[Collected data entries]
• • • • •
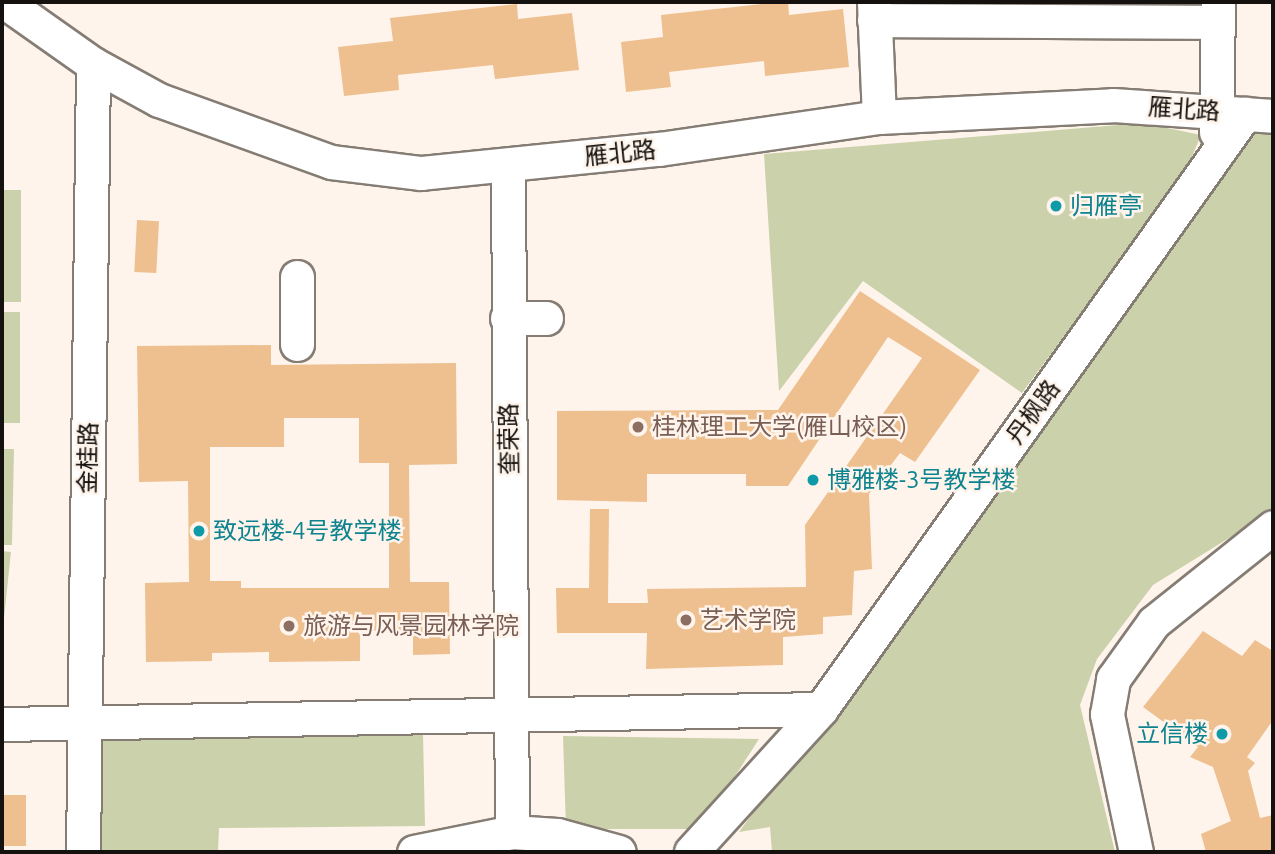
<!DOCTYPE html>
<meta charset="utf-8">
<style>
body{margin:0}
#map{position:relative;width:1275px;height:854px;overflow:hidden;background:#fef4eb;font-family:Ubuntu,"Noto Sans SC",sans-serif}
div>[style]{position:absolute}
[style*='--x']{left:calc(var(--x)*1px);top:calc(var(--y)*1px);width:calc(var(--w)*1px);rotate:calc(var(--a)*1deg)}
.green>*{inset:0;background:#cbd1aa;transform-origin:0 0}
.building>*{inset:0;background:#eebf8f;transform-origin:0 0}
.roads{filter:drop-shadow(2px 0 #857d74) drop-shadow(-2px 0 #857d74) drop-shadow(0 2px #857d74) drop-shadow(0 -2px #857d74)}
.minor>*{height:33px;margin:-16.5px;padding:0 16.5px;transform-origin:16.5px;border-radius:16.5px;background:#fff}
.dots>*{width:19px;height:19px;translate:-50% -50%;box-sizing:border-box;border:4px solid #fef4eb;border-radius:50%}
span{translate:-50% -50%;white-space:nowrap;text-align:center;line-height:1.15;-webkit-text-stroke:5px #fef4eb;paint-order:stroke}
.street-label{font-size:24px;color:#14110e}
.culture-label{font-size:24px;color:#0d838f}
.left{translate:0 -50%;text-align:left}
.right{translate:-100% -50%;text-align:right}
.education-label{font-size:24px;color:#785e54}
.frame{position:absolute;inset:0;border:4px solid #14110e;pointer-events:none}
</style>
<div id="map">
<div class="green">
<div style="clip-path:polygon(1143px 123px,1201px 135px,1186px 171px,1022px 393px,863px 281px,779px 391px,764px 154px)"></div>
<div style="clip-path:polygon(1253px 130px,1273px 132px,1273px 511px,1153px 585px,1097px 659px,1080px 705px,1115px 852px,772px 852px,770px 827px,739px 832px)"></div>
<div style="left:2px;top:190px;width:19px;height:112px"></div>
<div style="left:2px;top:312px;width:18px;height:111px"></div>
<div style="clip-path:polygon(2px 449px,14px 449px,12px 545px,2px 545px)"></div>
<div style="left:2px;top:551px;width:9px;height:131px;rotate:6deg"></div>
<div style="clip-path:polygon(423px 734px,425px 826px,219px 828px,218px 852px,92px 852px,94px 740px)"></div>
<div style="clip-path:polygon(563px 736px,759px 739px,701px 829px,566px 829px)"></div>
</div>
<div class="building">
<div style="clip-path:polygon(779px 2px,788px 2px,789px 15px,843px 9px,849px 67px,765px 76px,764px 61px,669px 72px,671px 87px,626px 92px,621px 42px,663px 37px,661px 15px)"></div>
<div style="clip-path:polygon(517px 4px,518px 19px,572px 13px,579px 70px,495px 79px,493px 65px,398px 75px,399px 90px,344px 96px,338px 47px,393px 41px,390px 18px)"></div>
<div style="left:137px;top:220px;width:22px;height:52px;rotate:3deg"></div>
<div style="clip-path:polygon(860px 291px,980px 370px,915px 462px,900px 453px,869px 494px,872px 569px,854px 571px,852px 615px,823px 617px,823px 634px,783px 637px,783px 665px,646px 669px,647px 633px,557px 633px,556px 588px,589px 588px,590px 509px,609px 509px,608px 603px,648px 603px,647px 589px,806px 587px,805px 525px,922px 358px,888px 337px,788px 486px,746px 486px,746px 474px,647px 474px,647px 502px,557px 500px,557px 411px,778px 410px)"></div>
<div style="clip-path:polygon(evenodd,271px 345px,271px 365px,456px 363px,457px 464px,409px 465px,410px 582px,449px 582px,450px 654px,413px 655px,413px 630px,360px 631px,360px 661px,269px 662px,269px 652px,212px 653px,212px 661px,146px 662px,145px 583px,189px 582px,188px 481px,139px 482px,137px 346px,271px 345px,284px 418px,359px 418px,359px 463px,389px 463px,389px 588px,241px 588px,241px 581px,210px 581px,210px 447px,284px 447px,284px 418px)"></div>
<div style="clip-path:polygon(1203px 631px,1242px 656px,1255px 640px,1273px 651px,1273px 720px,1247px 757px,1255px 763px,1248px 771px,1260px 818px,1273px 815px,1273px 852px,1206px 852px,1201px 834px,1231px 821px,1213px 767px,1190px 757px,1198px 747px,1143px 707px)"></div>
<div style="left:2px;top:795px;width:24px;height:51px"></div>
</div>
<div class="roads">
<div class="minor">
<div style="--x:5;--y:2;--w:108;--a:35.2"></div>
<div style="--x:93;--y:64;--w:75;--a:28.6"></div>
<div style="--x:159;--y:100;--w:183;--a:19.8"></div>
<div style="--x:331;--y:162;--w:91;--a:7"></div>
<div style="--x:421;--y:173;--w:239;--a:-5.8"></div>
<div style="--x:659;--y:149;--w:222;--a:-8.3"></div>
<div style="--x:879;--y:117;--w:234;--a:-2.9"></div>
<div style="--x:1113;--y:105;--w:160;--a:3.9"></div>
<div style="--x:874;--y:2;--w:115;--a:87.5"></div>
<div style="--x:874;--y:20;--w:344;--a:0.3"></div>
<div style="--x:1216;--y:132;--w:130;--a:-89.1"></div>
<div style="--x:508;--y:165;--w:667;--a:89.66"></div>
<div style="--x:297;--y:277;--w:67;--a:90"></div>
<div style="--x:507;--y:318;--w:39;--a:0"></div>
<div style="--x:2;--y:724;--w:819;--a:-1.05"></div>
<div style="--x:83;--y:852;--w:788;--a:-89.27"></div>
<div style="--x:414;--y:852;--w:100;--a:-11.5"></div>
<div style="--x:512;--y:832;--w:45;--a:3.8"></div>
<div style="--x:557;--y:835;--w:64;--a:15.3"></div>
<div style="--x:691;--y:852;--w:193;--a:-47.7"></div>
<div style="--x:821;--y:709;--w:731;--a:-54.53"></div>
<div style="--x:1136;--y:852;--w:141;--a:-101.9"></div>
<div style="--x:1107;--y:714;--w:36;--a:-80"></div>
<div style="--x:1113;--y:679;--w:70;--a:-54.3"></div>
<div style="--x:1154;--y:622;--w:152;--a:-38.6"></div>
</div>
</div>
<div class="dots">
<div style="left:1056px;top:206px;background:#0f9aa8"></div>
<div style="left:638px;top:427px;background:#8d6e63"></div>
<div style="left:813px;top:480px;background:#0f9aa8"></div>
<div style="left:199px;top:531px;background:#0f9aa8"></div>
<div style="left:686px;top:620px;background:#8d6e63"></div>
<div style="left:289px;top:626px;background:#8d6e63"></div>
<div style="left:1222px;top:734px;background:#0f9aa8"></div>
</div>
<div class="street-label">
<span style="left:1184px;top:109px;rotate:4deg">雁北路</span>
<span style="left:620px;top:153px;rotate:-6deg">雁北路</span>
<span style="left:1033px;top:412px;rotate:-54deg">丹枫路</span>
<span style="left:509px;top:439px;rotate:-91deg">奎荣路</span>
<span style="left:88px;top:458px;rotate:-89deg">金桂路</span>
</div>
<div class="culture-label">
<span class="left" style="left:1070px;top:206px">归雁亭</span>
<span class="left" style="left:827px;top:480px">博雅楼-3号教学楼</span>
<span class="left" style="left:213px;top:531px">致远楼-4号教学楼</span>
<span class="right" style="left:1208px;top:734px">立信楼</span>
</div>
<div class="education-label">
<span class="left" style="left:652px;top:427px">桂林理工大学(雁山校区)</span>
<span class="left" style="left:700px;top:620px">艺术学院</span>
<span class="left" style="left:303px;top:626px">旅游与风景园林学院</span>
</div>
<div class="frame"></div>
</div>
• • • • •
AIM OF THE EXERCISE — A single number is required: the count of lines in the entries that include the word "green".

ANSWER BOX — 2